See what EFSA, the European Food Safety Authority, has to say about the issue.
FoodDrinkEurope deals with the safety of food and beverages in Europe. The organization offers food manufacturers suggestions on how to modify their manufacturing methods, such as e.g. selecting the right varieties of potatoes.
The packaging of potatoes in one of the biggest supermarkets in Switzerland bears the following warning notice: “Gentle heating during frying and baking prevents unwanted acrylamide from forming”. It seems that the problem is real and quite serious.

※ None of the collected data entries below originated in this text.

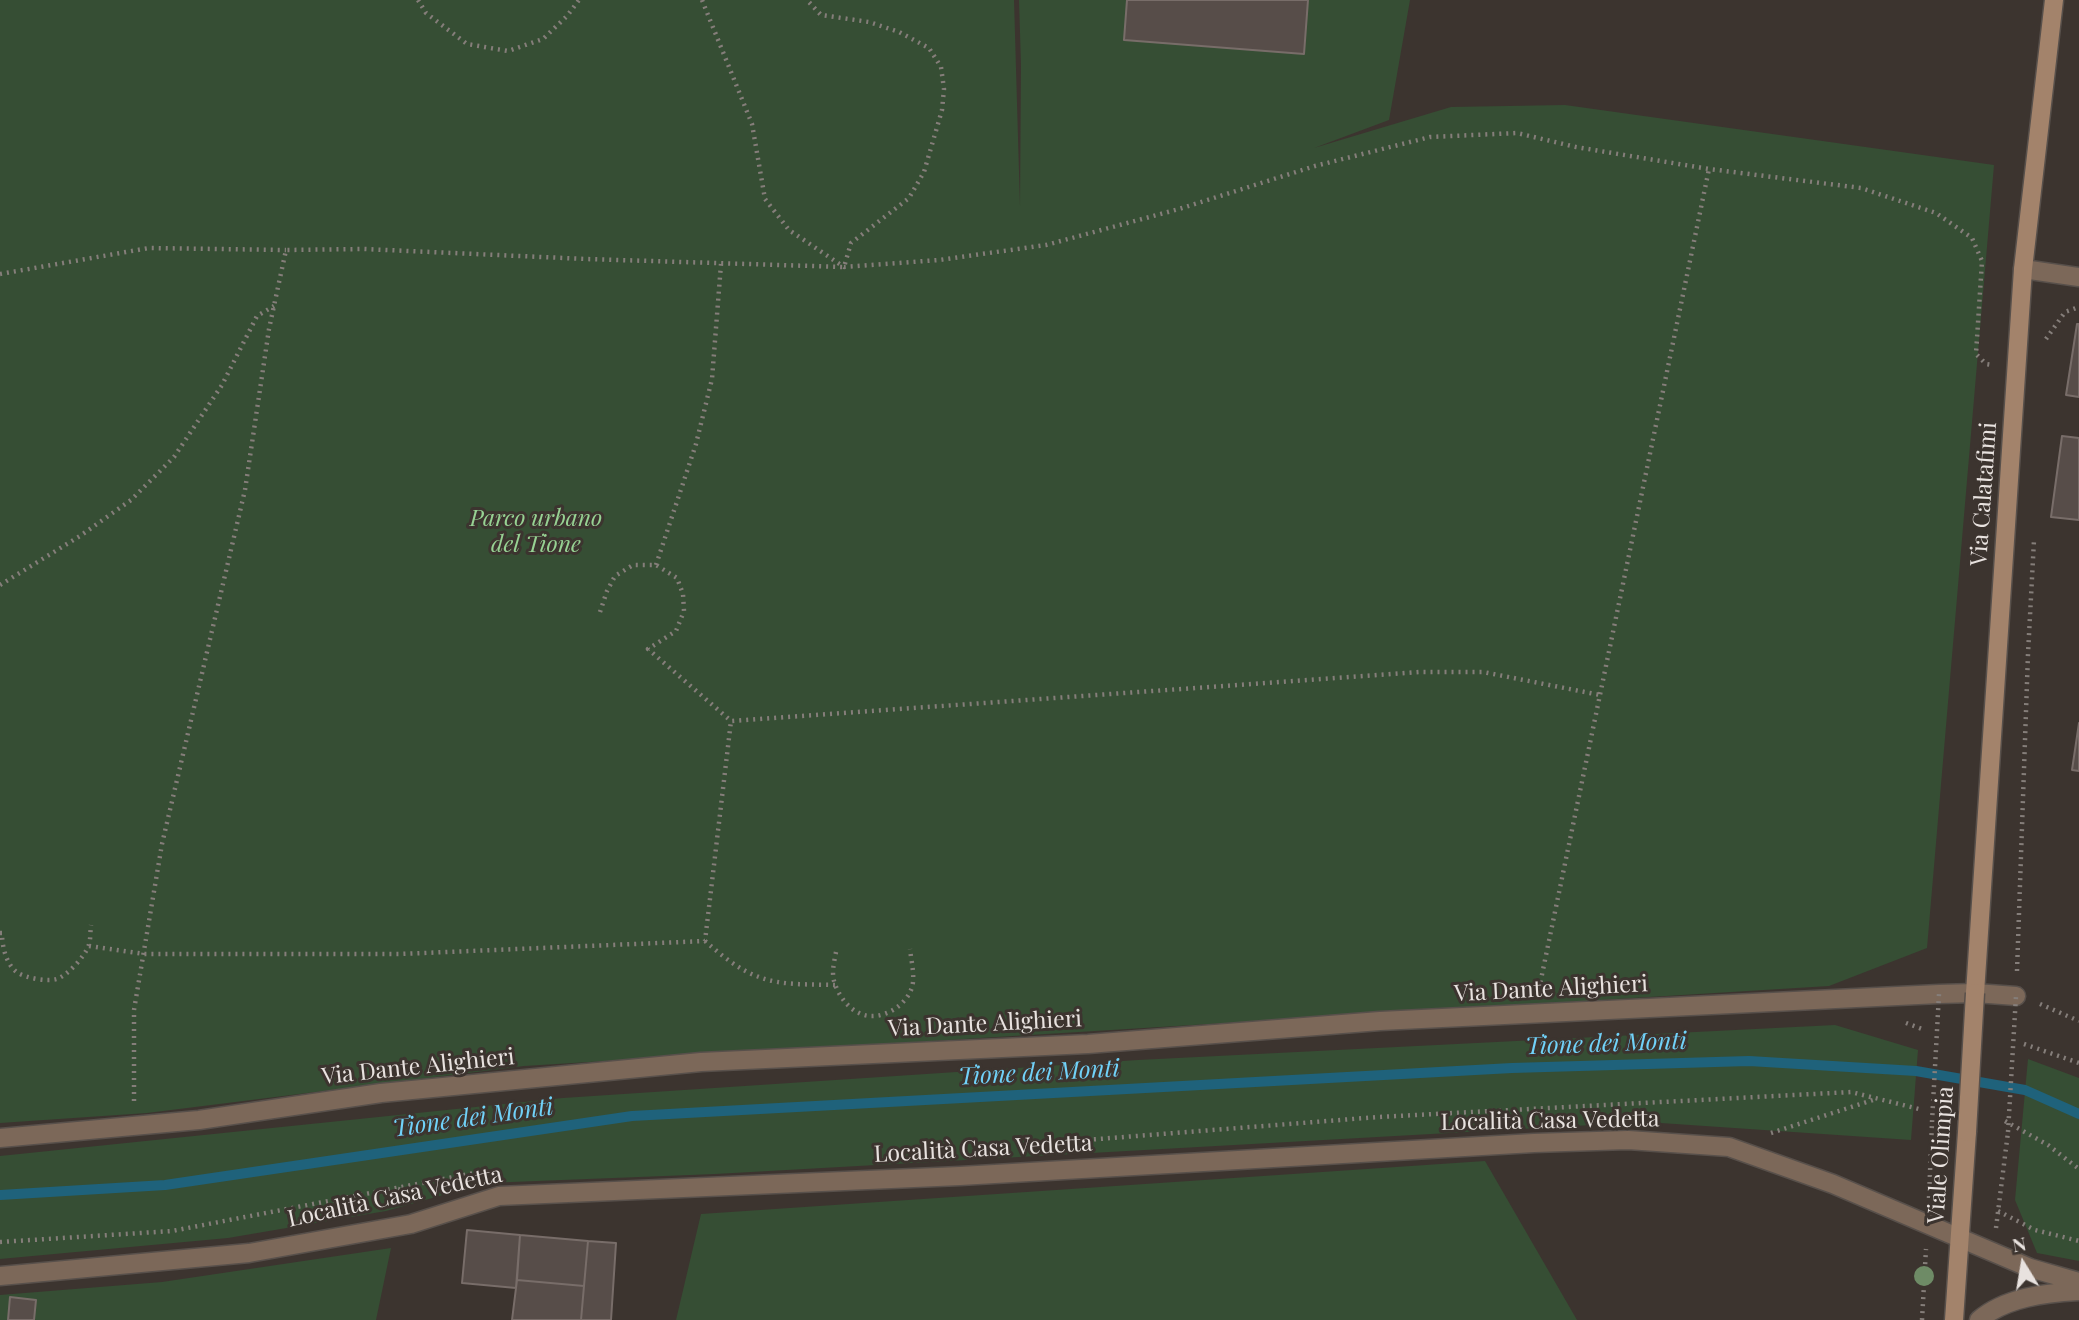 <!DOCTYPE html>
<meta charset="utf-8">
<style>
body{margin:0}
#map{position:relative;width:2079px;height:1320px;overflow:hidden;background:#3c342f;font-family:"Playfair Display",serif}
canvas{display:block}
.north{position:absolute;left:1988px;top:1229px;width:70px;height:70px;-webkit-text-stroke:5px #3c342f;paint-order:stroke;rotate:349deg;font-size:19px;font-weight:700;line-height:28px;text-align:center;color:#e8e2df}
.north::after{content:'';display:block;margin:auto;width:24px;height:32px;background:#e8e2df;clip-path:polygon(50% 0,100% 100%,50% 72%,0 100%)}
</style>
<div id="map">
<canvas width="2079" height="1320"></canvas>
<div class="north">N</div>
</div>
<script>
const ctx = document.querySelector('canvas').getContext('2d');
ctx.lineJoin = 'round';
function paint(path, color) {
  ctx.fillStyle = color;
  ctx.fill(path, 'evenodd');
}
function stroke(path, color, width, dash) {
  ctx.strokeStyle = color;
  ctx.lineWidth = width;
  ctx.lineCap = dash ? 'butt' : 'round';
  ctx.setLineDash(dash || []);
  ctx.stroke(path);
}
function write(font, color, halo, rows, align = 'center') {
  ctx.font = font + ' "Playfair Display",serif';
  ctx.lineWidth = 6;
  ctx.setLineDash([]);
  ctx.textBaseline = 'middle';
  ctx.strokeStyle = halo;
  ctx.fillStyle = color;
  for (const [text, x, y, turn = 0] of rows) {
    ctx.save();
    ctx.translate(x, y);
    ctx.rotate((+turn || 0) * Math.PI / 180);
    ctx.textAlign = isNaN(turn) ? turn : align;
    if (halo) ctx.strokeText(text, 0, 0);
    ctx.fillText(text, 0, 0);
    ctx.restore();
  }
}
const green = new Path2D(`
 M0 0H1014L1020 206 1021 65 1019 0H1410L1389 120 1314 148 1451 107 1565 105 1994 165 1927 948 1829 986 524 1066 147 1113 0 1123Z
 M1835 1025 1918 1050 1911 1140 1646 1122 715 1174 486 1183 386 1211 228 1238 0 1259V1156L563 1098 1138 1060Z
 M2028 1059 2079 1078V1261L2037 1253 2015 1200Z
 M1485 1161 1577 1320H676L701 1214Z
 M391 1248 376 1320H0V1295L162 1282Z`);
const stream = new Path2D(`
 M0 1195 165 1185 632 1116 1512 1068 1749 1061 1916 1071 2025 1090 2079 1114`);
const building = new Path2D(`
 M1127 0H1308L1304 54 1124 40Z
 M2077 324H2079V397L2066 395Z
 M2062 436 2079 438V520L2051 517Z
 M2079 723V771L2072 770Z
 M467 1230 520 1235 516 1288 462 1283Z
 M520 1235 588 1241 584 1286 517 1280Z
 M588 1241 616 1243 611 1320H581Z
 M517 1280 584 1286 581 1320H512Z
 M10 1297 36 1300 34 1320H8Z`);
const path = new Path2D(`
 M418 0 426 13 467 44 508 51 543 39 567 16 579 0
 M702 0 752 124 765 199 789 230 844 267 939 260 1046 245 1179 209 1315 166 1430 137 1517 133 1576 147 1709 169 1861 188 1936 213 1972 238 1982 261 1976 354 1986 364 1993 365
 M0 274 149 248 286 250
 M2046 339 2065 312 2079 307
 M656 565 696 444 712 379 721 264
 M0 585 80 536 131 500 174 457 222 385 257 316 274 306
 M600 612 607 591 615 576 633 565H656L677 578 683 594 684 611 676 631 648 649 731 721 1420 672H1483L1600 695
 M0 933H2C2 946 6 965 18 973 27 978 47 982 57 979 68 975 84 957 88 947 91 941 90 932 91 925
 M705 941C721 955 739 970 759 977 782 986 811 984 835 985
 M89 946 144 954H400L705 941 731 721
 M836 952C834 963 831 974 835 984 839 996 848 1008 859 1013 880 1024 911 1004 913 982 914 971 911 959 910 949
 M2017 971 2028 654 2034 540
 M1539 989 1709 169
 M2040 1004 2079 1021
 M1906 1023 1922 1029
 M2024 1044 2079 1063
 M134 1101V1010L162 844 245 490 269 329 286 250 364 249 586 259 844 267 851 243 909 198 924 172 942 110 944 89 941 67 929 48 899 32 869 22 821 15 807 0
 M2005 1121 2048 1145 2079 1169
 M1771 1133 1876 1099
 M1073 1141 1378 1117 1851 1092 1919 1109
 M398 1189 420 1194
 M1929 1198 1932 1122
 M1998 1211 2035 1230 2079 1241
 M1996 1228 2008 1132
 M0 1242 172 1231 485 1171
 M1922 1320 1926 1249`);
const minor = new Path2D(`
 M2023 269 2079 277
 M0 1138 199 1120 381 1093 701 1062 1088 1044 1380 1021 1939 994 1975 993 2016 996
 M0 1276 249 1253 411 1224 499 1196 960 1176 1534 1143 1628 1140 1729 1147 1833 1184 2030 1268 2079 1282
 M1979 1320C2006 1297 2046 1293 2079 1291`);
const secondary = new Path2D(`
 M1975 993 2023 269 2054 0
 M1954 1320 1967 1132`);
const pathBridge = new Path2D(`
 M1932 1122 1939 994
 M2008 1132 2016 996`);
const secondaryBridge = new Path2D(`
 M1967 1132 1975 993`);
const trees = [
 [1924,1276]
];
const streetNames = [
 ["Via Calatafimi",1984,494,-86],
 ["Via Dante Alighieri",1551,989,-3],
 ["Via Dante Alighieri",985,1024,-3],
 ["Via Dante Alighieri",418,1067,-6],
 ["Località Casa Vedetta",1550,1121,-1],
 ["Località Casa Vedetta",983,1149,-3],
 ["Viale Olimpia",1941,1155,-86],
 ["Località Casa Vedetta",395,1197,-12]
];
const parkNames = [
 ["Parco urbano",536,519],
 ["del Tione",536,545]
];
const waterNames = [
 ["Tione dei Monti",1606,1044,-2],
 ["Tione dei Monti",1039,1073,-3],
 ["Tione dei Monti",473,1118,-8]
];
paint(green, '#364e34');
stroke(stream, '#1f627b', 10);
paint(building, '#574d49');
stroke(building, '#786d69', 2);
stroke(minor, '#58504b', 21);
stroke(secondary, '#58504b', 21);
stroke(path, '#857e7a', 4.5, [2, 5]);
stroke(minor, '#7c6859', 18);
stroke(secondary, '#a3836b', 18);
stroke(secondaryBridge, '#58504b', 21, []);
stroke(pathBridge, '#857e7a', 4.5, [2, 5]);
stroke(secondaryBridge, '#a3836b', 18);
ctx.fillStyle = '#6e8b66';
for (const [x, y] of trees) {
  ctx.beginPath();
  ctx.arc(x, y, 10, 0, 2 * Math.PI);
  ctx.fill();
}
write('23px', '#e8e2df', '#3c342f', streetNames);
write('italic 23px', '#97d293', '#3c342f', parkNames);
write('italic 24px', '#71d2f9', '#3c342f', waterNames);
</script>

Let’s also bear in mind that the harmfulness of acrylamide grows with the consumed amount. A healthy and varied diet is the most important. It will help us not only enjoy good health but also get rid of toxins from our body. Of course, there’s no need for us to overact and give up everything. But it’s good to know what we eat.
Although acrylamide has been there like forever I’m not sure if our diet has ever been dominated to such an extent by acrylamide-rich products. I can give up cookies and fries but it would be a real challenge for me to quit coffee. So, I don’t intend to do it, for now. Maybe just cut down on it a bit 🙂
I’m off to meet my friend and chat over a cup of coffee!